Activity: Search the data for the string "butt" and gather each line it is in.

______

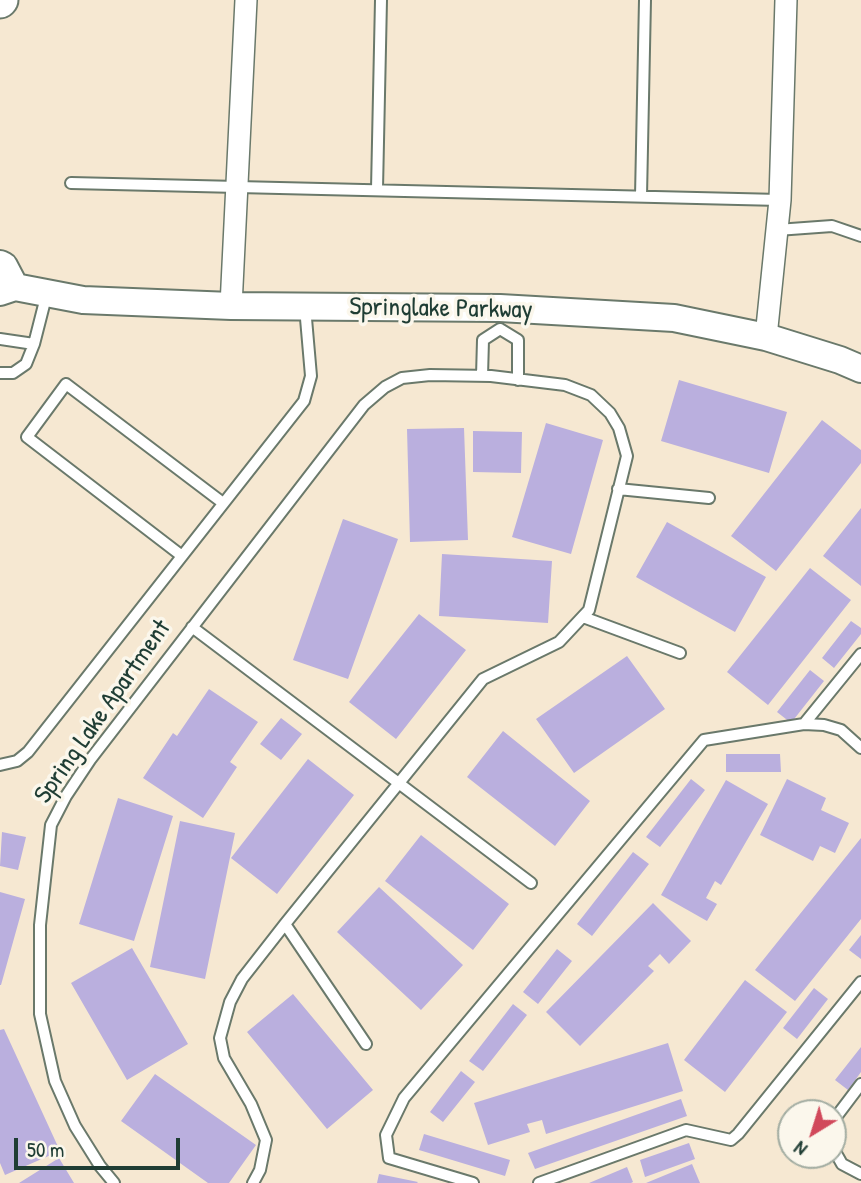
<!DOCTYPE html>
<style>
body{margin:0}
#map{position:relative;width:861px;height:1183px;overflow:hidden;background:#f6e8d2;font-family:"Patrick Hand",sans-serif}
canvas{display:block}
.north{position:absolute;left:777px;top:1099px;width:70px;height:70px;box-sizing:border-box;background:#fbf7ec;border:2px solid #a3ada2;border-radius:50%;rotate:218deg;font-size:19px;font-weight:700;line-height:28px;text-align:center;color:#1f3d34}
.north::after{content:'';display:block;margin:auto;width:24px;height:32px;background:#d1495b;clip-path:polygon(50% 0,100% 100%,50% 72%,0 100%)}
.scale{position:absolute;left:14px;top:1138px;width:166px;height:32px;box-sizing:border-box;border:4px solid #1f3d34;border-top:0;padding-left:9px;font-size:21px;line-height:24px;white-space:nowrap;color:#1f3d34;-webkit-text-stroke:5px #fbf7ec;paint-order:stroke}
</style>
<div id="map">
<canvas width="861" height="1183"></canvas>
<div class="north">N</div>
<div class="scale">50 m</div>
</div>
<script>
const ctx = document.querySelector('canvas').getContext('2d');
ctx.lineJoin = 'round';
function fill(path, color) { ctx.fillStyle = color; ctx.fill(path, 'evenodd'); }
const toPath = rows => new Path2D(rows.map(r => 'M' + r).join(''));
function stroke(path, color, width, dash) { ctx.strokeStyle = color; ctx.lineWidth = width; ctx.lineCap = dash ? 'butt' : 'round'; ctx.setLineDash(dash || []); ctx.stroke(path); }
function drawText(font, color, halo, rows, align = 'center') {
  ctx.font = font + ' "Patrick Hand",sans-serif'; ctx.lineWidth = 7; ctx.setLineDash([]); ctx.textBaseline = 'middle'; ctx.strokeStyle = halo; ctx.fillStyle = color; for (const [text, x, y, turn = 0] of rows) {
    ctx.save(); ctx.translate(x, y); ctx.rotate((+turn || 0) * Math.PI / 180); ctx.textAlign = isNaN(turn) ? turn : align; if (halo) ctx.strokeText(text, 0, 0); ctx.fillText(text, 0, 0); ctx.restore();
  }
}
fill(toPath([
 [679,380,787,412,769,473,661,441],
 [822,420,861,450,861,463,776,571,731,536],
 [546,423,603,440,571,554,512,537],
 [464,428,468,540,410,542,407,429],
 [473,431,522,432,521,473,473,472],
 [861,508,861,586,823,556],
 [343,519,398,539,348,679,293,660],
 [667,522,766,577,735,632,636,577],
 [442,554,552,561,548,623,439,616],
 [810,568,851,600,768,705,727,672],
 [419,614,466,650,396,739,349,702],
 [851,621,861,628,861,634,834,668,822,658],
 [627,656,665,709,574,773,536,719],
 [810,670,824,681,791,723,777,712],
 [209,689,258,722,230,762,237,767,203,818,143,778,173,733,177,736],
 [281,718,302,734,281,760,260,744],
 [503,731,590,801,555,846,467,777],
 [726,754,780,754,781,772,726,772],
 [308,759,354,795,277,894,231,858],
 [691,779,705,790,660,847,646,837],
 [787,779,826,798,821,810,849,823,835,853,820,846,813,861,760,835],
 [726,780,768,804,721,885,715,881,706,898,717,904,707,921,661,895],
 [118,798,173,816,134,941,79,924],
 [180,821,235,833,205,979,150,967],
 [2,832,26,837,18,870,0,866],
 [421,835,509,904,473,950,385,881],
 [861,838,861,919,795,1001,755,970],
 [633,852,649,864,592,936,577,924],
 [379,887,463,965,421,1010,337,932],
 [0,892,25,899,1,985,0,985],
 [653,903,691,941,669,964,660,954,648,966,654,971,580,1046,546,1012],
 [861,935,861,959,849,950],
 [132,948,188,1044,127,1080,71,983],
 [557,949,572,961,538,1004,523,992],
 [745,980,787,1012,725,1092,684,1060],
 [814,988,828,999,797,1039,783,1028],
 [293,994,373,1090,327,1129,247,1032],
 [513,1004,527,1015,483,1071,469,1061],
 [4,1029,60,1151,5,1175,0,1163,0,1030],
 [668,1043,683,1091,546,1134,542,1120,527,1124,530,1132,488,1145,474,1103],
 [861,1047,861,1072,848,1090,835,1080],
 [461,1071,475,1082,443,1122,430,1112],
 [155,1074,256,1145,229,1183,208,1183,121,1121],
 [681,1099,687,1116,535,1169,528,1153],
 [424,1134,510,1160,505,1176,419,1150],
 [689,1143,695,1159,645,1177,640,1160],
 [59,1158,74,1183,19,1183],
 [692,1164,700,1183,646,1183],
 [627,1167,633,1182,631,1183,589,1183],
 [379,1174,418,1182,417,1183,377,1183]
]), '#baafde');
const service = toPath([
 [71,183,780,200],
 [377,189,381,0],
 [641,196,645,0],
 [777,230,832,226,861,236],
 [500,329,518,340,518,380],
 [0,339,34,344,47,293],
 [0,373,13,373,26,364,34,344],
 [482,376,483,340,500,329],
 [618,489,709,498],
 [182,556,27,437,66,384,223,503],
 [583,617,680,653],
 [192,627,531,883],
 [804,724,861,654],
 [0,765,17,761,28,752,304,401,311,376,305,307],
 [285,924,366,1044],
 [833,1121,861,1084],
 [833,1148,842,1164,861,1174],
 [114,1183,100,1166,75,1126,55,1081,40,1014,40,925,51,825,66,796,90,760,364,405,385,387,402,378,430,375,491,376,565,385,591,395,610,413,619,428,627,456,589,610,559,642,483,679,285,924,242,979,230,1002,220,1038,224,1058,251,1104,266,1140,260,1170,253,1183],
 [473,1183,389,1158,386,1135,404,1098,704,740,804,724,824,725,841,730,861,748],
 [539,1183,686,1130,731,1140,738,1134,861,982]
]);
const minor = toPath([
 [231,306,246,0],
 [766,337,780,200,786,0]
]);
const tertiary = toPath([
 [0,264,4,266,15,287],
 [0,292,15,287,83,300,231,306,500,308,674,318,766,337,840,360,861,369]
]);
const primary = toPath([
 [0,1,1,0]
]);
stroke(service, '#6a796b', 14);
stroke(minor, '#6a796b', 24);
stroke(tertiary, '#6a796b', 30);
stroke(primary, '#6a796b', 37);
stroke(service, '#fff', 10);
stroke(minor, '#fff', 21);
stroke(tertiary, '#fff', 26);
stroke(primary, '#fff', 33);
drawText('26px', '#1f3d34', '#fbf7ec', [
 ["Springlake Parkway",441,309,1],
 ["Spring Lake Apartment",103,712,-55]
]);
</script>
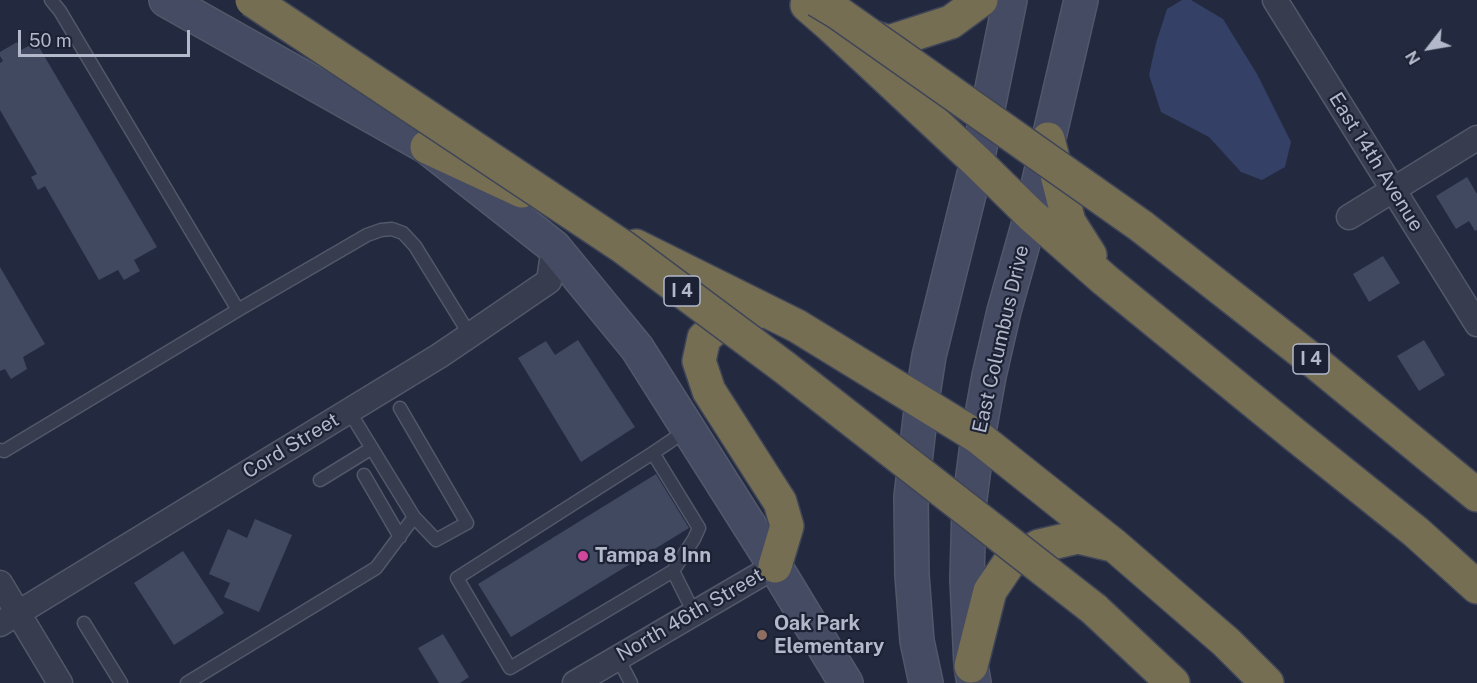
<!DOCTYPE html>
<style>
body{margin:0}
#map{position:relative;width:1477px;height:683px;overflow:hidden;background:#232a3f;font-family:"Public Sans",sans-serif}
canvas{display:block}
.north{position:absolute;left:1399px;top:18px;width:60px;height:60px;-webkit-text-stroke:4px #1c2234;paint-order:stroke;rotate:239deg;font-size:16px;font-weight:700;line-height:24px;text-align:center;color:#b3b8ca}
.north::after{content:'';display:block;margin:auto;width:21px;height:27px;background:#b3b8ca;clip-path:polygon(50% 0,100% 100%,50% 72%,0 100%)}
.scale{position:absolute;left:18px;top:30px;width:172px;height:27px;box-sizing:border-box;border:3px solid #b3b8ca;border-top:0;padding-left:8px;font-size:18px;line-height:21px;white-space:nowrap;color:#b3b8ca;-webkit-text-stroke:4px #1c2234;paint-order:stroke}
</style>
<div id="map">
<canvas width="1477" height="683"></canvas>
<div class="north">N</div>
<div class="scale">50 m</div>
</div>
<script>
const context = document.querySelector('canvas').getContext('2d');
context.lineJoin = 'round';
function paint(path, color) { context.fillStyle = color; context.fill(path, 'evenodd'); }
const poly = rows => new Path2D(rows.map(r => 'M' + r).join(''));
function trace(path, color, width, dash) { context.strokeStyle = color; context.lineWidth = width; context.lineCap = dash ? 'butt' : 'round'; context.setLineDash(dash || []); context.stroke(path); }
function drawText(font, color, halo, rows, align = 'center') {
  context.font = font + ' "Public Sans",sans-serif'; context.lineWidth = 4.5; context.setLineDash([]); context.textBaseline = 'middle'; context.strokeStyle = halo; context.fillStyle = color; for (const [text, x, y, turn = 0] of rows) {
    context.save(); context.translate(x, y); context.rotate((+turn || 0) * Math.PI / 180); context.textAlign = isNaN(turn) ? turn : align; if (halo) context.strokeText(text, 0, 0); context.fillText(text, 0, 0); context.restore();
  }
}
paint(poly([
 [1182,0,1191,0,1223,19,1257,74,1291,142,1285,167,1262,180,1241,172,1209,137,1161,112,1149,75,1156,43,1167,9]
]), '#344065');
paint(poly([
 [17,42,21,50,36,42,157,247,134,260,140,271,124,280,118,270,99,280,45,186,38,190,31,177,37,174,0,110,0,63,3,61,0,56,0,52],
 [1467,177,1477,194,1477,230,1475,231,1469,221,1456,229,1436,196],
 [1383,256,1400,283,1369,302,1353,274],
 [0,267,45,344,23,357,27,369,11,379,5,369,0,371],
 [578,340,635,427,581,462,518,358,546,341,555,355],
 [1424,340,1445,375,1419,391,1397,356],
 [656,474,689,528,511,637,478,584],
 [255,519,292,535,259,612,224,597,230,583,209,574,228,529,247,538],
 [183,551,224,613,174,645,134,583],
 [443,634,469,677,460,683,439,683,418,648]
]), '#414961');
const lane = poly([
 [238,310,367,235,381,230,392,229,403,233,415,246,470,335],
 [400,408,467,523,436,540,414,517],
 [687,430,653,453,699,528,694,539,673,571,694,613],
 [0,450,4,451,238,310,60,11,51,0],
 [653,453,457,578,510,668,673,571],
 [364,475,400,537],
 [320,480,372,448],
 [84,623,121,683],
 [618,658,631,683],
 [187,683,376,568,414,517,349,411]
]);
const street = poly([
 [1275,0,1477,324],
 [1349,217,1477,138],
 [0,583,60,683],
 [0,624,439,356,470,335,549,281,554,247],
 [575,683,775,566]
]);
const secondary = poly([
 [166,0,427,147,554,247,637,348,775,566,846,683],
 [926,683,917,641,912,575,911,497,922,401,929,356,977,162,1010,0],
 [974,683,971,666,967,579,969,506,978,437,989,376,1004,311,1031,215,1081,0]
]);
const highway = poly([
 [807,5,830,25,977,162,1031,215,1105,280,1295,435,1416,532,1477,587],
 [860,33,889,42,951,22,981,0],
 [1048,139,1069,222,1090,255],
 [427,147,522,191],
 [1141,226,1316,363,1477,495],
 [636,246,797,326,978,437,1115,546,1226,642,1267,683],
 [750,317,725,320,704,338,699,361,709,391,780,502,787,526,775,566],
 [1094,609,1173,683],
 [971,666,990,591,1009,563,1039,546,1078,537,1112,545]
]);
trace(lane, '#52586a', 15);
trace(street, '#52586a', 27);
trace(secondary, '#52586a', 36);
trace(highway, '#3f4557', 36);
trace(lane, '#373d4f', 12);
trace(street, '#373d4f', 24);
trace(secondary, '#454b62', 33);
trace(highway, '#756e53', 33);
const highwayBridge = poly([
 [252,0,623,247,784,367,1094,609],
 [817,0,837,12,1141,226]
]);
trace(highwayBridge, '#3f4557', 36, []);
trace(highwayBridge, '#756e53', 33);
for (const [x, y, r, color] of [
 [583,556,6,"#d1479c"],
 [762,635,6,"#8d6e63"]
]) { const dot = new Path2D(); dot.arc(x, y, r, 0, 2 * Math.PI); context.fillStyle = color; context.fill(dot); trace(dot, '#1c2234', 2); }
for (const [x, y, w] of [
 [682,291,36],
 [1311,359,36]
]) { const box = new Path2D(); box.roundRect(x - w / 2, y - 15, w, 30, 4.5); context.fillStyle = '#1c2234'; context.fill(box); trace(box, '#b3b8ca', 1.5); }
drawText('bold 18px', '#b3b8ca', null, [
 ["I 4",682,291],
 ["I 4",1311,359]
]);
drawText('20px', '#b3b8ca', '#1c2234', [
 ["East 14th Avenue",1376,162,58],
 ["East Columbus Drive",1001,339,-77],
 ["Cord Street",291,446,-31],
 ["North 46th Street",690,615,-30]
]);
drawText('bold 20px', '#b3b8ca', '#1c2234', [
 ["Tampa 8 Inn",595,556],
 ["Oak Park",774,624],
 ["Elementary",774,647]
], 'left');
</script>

______

Your solution:
function stroke(path, color, width, dash) { ctx.strokeStyle = color; ctx.lineWidth = width; ctx.lineCap = dash ? 'butt' : 'round'; ctx.setLineDash(dash || []); ctx.stroke(path); }
function trace(path, color, width, dash) { context.strokeStyle = color; context.lineWidth = width; context.lineCap = dash ? 'butt' : 'round'; context.setLineDash(dash || []); context.stroke(path); }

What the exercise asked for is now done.